### Work to be completed
Pull every line holding the word "Sort" out of the data and copy it.

### Materials provided
*** Block opens ***

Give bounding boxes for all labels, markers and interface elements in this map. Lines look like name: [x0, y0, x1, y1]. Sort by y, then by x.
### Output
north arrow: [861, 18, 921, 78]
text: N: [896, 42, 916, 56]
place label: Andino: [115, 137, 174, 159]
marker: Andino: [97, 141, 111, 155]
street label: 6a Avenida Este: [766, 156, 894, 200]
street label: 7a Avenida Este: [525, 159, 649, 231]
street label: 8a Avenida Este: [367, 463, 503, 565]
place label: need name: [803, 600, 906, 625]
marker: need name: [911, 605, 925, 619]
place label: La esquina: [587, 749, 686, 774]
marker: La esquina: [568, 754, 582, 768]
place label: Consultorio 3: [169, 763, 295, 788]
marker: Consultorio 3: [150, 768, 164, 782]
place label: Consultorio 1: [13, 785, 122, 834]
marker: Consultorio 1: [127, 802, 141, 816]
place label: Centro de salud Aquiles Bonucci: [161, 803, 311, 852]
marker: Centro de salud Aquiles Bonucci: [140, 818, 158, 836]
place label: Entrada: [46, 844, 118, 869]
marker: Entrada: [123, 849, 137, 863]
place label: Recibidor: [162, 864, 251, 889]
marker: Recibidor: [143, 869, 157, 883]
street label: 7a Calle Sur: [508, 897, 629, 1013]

*** Block closes ***
*** Block opens ***

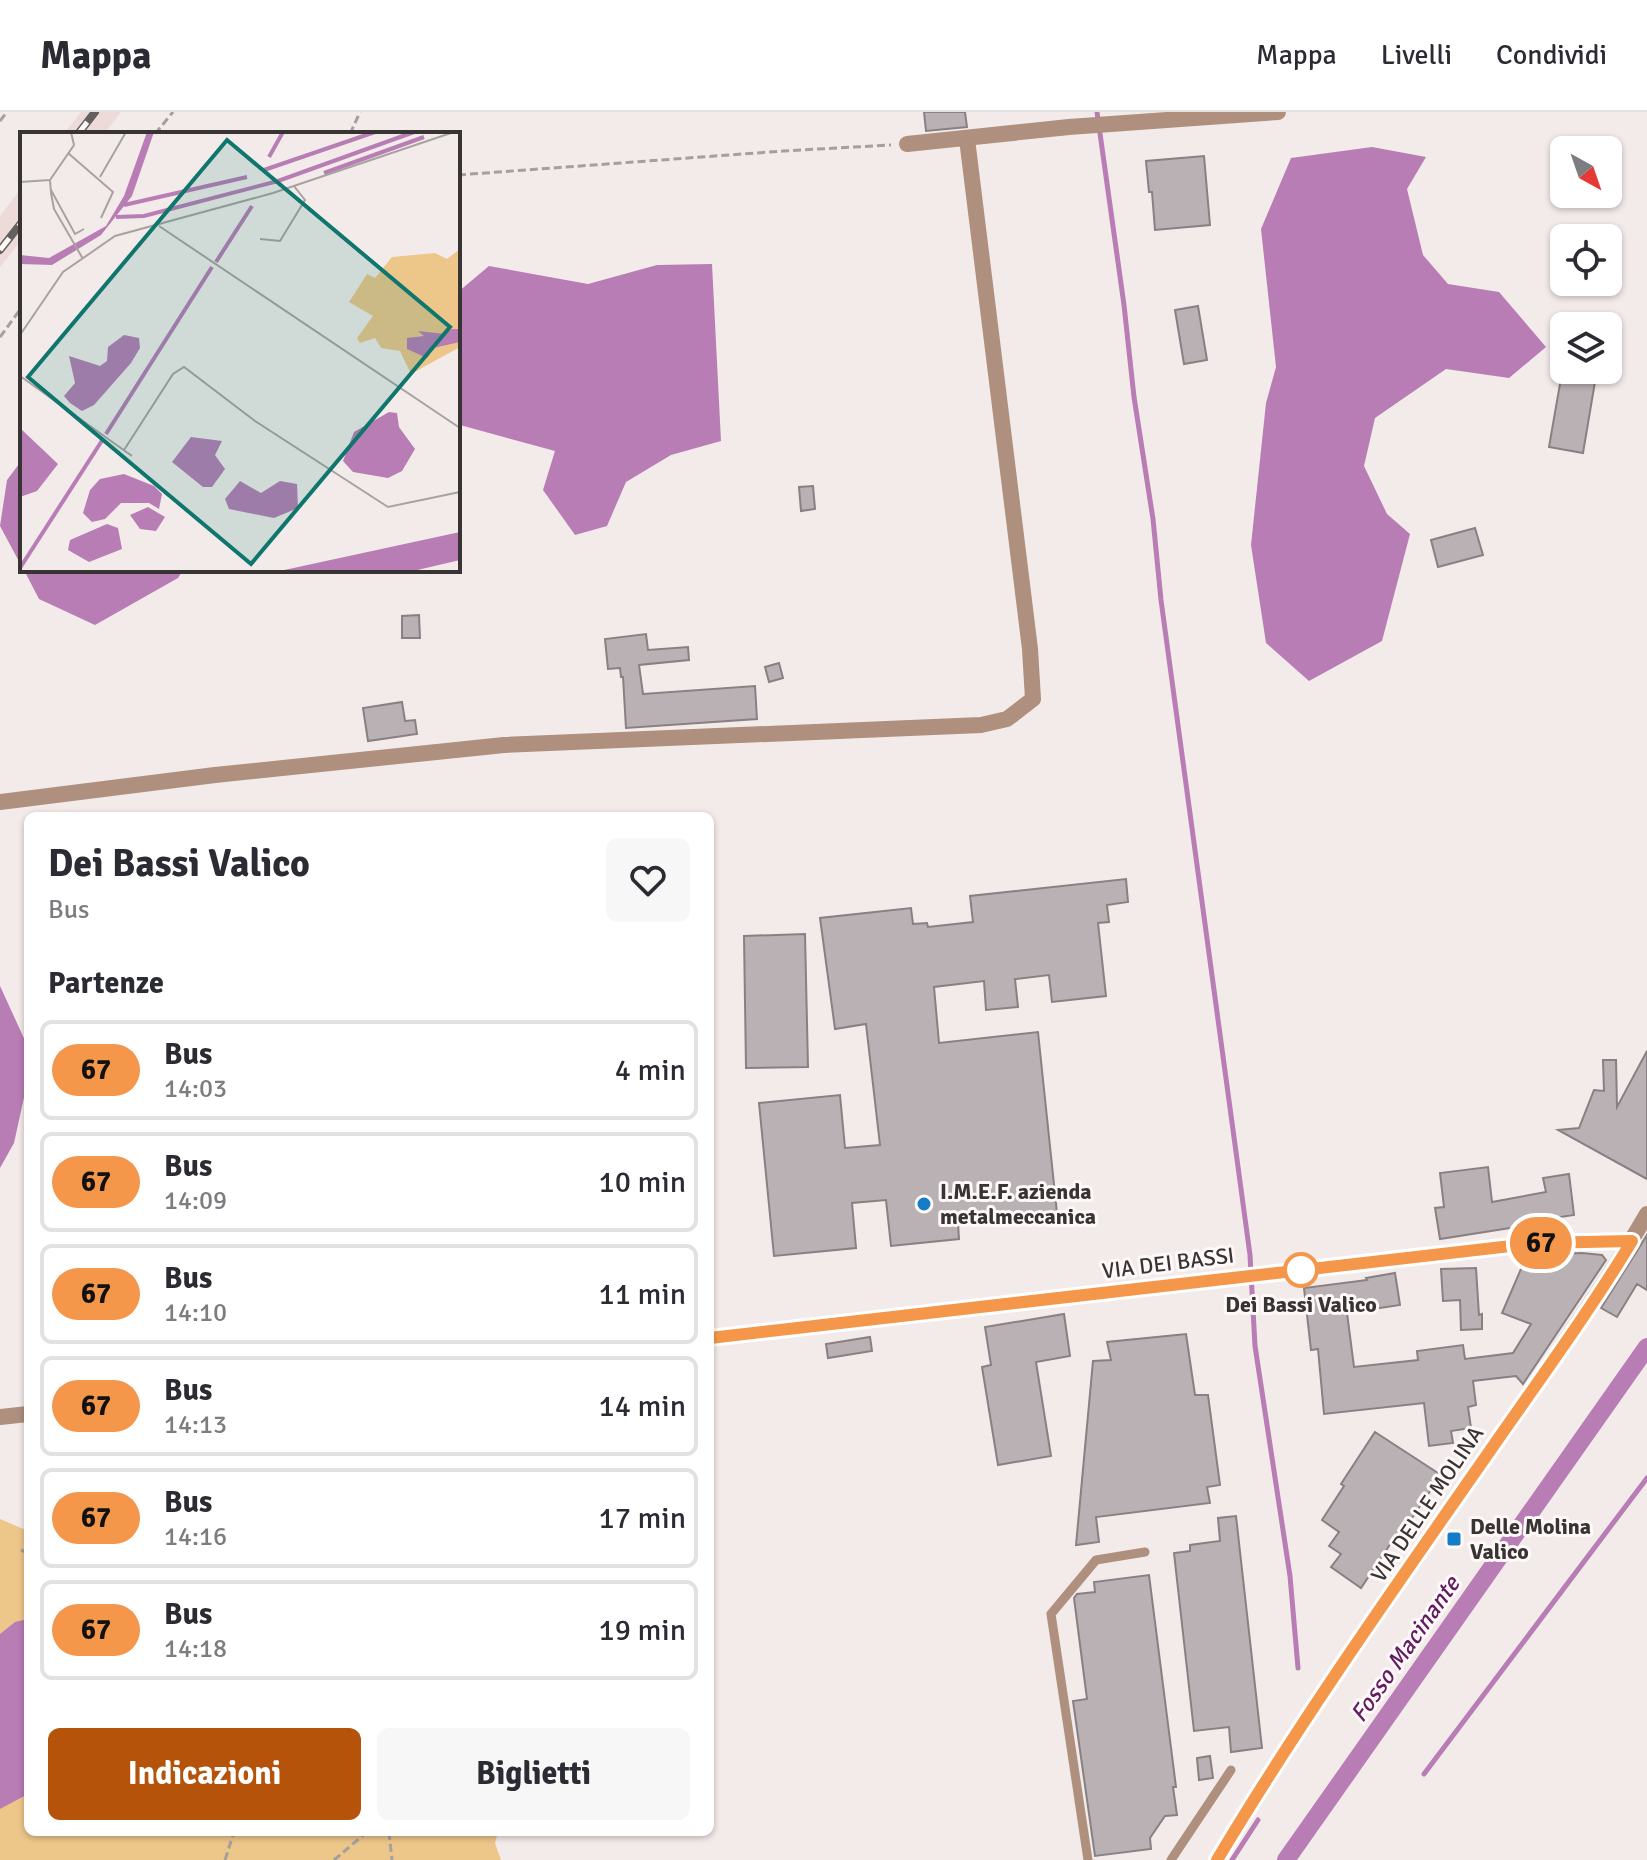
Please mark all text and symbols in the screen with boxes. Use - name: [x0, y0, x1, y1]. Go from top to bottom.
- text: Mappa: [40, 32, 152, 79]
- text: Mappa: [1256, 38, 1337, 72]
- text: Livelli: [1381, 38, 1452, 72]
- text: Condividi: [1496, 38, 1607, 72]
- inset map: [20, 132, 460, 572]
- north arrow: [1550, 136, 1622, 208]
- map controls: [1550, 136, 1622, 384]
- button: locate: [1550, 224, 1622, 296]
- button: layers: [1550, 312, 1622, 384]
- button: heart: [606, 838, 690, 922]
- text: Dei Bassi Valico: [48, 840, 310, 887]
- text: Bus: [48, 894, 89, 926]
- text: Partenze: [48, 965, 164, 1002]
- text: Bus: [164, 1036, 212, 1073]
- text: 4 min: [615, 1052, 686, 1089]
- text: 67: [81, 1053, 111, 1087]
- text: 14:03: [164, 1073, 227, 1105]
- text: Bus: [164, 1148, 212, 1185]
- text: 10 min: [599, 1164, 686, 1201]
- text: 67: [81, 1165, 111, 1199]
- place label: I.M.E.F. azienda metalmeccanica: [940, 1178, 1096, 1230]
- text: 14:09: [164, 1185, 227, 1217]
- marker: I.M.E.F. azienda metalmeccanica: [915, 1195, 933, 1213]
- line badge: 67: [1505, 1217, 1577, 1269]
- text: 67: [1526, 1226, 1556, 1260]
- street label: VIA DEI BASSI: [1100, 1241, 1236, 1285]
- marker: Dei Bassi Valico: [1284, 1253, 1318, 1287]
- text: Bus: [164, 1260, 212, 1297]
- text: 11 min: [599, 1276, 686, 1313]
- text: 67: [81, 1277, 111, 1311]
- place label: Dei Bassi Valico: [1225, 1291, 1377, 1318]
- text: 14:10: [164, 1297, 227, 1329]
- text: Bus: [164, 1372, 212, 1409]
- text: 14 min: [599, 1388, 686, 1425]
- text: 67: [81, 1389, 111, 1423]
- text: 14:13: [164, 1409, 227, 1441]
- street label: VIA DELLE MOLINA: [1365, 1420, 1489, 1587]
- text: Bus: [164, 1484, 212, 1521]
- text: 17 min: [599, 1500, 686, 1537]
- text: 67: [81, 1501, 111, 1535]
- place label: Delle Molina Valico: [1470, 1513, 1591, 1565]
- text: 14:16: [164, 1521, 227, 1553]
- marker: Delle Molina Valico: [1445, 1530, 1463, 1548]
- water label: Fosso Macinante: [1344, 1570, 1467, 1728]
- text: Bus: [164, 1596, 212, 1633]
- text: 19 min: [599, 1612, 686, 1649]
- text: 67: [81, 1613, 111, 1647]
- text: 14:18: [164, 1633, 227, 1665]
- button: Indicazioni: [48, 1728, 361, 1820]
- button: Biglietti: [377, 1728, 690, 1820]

*** Block closes ***
*** Block opens ***

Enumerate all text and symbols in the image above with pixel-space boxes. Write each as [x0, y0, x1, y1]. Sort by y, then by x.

*** Block closes ***

### Result
Give bounding boxes for all labels, markers and interface elements in this map. Lines look like name: [x0, y0, x1, y1]. Sort by y, then by x.
Enumerate all text and symbols in the image above with pixel-space boxes. Write each as [x0, y0, x1, y1]. Sort by y, then by x.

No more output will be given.